**Problem to work on:**
Quote the listing in full, exactly as given, minus any pictures.

--- Recorded information Enclosed Below ---

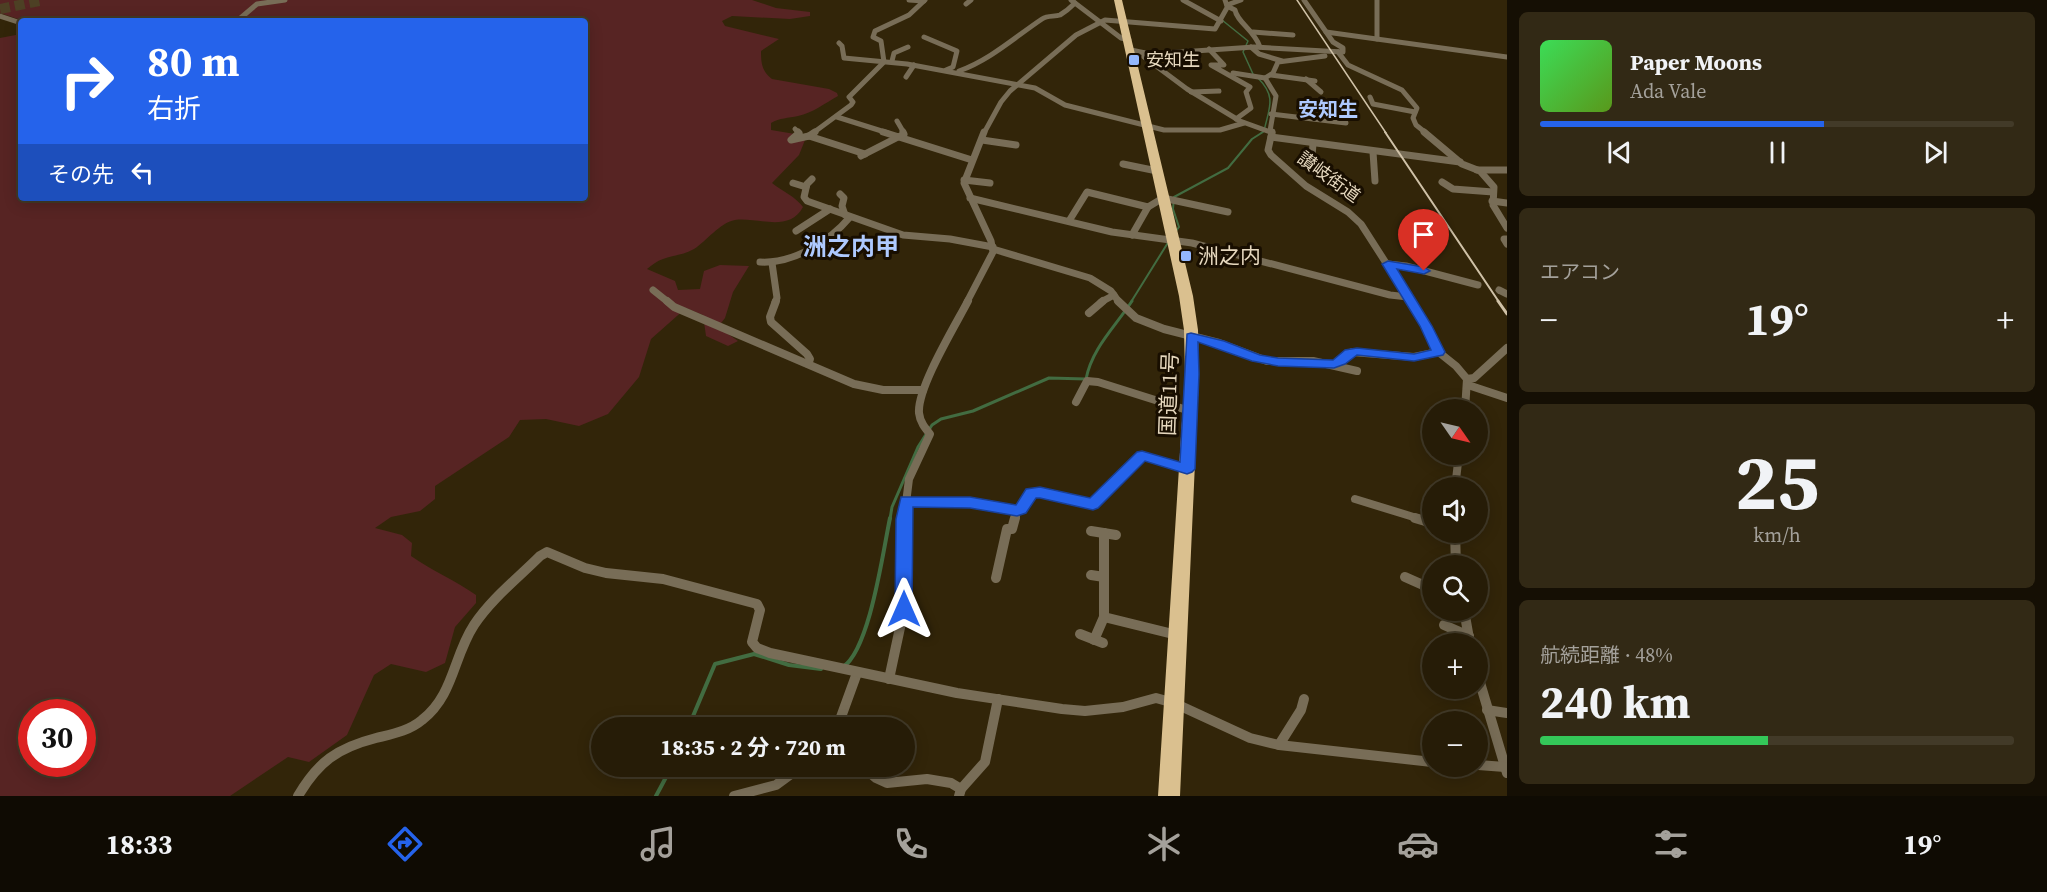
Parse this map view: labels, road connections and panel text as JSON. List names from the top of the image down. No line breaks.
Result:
{"streets":{"highway":["国道11号"],"street":["讃岐街道"]},"districts":["安知生","洲之内甲"],"places":{"transit":["安知生","洲之内"]},"north":"bottom right","page":{"turn":["80 m","右折"],"song":["Paper Moons","Ada Vale"],"then":"その先","tile":["エアコン",["25","km/h"],["航続距離 · 48%","240 km"]],"heat":["−","19°","+"],"map_buttons":["+","−"],"limit":"30","trip":"18:35 · 2 分 · 720 m","tabs":["18:33","19°"]}}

--- End of Enclosed Recorded information ---

**Your solution:**
Parse this map view: labels, road connections and panel text as JSON. List names from the top of the image down. No line breaks.
Result:
{"streets":{"highway":["国道11号"],"street":["讃岐街道"]},"districts":["安知生","洲之内甲"],"places":{"transit":["安知生","洲之内"]},"north":"bottom right","page":{"turn":["80 m","右折"],"song":["Paper Moons","Ada Vale"],"then":"その先","tile":["エアコン",["25","km/h"],["航続距離 · 48%","240 km"]],"heat":["−","19°","+"],"map_buttons":["+","−"],"limit":"30","trip":"18:35 · 2 分 · 720 m","tabs":["18:33","19°"]}}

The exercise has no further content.